Start of SOURCE DATA
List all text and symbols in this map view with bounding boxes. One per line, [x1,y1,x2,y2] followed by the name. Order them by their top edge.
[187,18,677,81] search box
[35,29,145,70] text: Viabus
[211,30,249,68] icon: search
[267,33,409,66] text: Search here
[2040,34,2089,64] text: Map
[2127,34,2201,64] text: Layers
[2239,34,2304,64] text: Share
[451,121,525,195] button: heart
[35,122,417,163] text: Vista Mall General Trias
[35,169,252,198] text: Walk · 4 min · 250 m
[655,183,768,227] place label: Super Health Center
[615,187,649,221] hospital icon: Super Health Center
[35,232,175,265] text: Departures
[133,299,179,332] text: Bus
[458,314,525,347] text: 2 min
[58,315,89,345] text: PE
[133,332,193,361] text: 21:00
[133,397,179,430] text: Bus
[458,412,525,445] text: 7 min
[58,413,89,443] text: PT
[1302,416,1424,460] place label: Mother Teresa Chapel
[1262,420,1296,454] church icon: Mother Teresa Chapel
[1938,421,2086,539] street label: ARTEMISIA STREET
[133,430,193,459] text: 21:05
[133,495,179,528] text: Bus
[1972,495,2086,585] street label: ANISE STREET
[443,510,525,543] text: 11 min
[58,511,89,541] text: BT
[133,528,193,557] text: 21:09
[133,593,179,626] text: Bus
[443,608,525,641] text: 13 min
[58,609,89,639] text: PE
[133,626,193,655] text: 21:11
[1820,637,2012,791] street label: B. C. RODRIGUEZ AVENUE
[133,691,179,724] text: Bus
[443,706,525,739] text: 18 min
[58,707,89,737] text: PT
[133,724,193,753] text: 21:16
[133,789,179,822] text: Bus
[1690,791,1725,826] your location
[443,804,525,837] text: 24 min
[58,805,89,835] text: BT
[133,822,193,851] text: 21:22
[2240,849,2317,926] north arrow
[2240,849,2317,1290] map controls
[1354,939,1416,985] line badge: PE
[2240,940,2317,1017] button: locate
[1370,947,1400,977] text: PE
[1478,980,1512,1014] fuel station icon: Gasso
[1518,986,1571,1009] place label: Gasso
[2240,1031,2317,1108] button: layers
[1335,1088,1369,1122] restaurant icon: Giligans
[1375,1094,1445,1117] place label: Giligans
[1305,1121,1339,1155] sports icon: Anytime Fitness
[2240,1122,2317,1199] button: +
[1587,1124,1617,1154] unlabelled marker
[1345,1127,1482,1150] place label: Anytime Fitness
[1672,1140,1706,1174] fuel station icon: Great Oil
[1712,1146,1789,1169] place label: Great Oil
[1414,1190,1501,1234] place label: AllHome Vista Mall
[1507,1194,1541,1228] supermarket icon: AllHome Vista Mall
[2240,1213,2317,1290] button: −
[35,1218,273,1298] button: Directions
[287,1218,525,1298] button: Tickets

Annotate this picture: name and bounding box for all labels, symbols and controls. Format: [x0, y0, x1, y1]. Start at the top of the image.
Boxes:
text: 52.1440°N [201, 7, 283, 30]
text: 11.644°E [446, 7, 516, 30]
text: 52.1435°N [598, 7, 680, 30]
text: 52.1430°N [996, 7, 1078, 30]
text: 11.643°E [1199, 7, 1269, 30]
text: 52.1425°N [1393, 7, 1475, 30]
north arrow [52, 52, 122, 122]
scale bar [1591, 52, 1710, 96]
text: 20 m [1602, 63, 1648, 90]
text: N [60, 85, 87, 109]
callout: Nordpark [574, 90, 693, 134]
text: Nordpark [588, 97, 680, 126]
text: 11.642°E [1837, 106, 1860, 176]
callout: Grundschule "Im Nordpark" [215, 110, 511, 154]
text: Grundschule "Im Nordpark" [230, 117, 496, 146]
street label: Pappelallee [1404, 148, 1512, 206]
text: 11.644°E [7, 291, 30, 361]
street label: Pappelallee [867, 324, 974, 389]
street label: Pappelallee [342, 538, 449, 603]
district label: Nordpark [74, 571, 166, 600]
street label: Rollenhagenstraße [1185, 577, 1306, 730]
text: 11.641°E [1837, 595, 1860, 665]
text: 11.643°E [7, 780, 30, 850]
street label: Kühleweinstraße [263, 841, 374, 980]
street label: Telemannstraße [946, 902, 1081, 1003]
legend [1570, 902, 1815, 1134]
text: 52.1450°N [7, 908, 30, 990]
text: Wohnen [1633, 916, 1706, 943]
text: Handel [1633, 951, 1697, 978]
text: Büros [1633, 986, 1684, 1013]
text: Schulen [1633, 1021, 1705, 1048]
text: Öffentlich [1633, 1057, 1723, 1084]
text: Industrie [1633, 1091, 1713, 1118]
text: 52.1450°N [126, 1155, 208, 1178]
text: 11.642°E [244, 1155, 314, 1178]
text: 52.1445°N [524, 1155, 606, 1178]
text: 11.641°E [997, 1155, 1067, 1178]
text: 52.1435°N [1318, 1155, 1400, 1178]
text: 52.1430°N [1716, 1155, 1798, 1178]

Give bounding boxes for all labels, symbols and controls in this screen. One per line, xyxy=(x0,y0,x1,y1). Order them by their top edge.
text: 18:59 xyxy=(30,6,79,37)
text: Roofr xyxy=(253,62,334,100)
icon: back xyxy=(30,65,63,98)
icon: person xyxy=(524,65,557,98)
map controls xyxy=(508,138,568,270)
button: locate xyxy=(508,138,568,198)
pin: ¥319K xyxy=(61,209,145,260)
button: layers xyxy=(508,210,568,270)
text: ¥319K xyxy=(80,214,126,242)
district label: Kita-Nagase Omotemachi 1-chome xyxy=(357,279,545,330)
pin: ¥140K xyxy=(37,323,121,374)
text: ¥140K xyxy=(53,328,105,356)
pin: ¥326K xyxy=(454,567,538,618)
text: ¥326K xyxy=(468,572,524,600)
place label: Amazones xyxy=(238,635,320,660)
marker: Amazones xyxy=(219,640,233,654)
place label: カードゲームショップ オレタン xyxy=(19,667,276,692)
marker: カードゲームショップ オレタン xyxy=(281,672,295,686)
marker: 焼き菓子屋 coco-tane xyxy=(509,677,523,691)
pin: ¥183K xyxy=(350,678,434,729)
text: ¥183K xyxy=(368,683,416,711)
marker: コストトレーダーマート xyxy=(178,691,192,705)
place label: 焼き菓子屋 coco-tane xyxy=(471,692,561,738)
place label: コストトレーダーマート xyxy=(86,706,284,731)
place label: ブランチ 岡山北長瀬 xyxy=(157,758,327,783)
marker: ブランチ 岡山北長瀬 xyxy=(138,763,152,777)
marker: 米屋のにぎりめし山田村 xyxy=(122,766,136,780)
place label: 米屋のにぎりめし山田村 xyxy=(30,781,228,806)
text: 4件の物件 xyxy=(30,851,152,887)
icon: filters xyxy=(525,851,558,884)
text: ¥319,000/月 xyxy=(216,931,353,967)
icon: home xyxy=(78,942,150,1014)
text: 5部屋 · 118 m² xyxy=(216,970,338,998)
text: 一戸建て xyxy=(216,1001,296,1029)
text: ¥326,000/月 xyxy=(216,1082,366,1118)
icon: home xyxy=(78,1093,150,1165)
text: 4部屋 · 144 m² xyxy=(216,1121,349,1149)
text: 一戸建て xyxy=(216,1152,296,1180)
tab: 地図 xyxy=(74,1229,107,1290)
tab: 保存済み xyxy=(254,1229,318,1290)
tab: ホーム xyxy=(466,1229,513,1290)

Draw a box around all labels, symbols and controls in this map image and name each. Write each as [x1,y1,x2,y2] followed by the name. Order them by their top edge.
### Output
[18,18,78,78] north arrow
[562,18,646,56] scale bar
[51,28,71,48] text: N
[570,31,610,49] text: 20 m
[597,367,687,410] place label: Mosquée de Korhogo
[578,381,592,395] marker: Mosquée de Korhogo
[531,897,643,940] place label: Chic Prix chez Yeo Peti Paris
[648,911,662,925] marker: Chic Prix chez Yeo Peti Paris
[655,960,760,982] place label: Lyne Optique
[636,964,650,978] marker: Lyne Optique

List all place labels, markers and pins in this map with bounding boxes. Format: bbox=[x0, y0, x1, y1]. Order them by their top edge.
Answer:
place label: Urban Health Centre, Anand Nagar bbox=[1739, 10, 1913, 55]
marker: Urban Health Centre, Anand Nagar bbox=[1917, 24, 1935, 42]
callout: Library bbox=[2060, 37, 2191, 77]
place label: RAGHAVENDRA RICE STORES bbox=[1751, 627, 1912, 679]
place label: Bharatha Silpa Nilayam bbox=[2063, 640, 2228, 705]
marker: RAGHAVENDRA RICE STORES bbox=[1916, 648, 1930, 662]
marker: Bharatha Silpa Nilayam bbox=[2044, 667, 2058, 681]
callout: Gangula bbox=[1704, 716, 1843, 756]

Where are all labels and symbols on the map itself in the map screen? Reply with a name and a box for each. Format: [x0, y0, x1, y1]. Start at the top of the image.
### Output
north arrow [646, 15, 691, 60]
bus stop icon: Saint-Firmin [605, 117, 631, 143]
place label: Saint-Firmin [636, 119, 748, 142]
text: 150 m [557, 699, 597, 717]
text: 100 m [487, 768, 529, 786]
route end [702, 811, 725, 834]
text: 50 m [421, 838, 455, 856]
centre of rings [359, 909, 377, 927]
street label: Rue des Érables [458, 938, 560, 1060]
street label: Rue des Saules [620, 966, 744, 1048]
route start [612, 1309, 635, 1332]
End of SOURCE DATA
• [DIRECTIONS]: The lines above that hold "coco" are the result; show every one of them.

• [WRITTEN ANSWER]:
marker: 焼き菓子屋 coco-tane xyxy=(509,677,523,691)
place label: 焼き菓子屋 coco-tane xyxy=(471,692,561,738)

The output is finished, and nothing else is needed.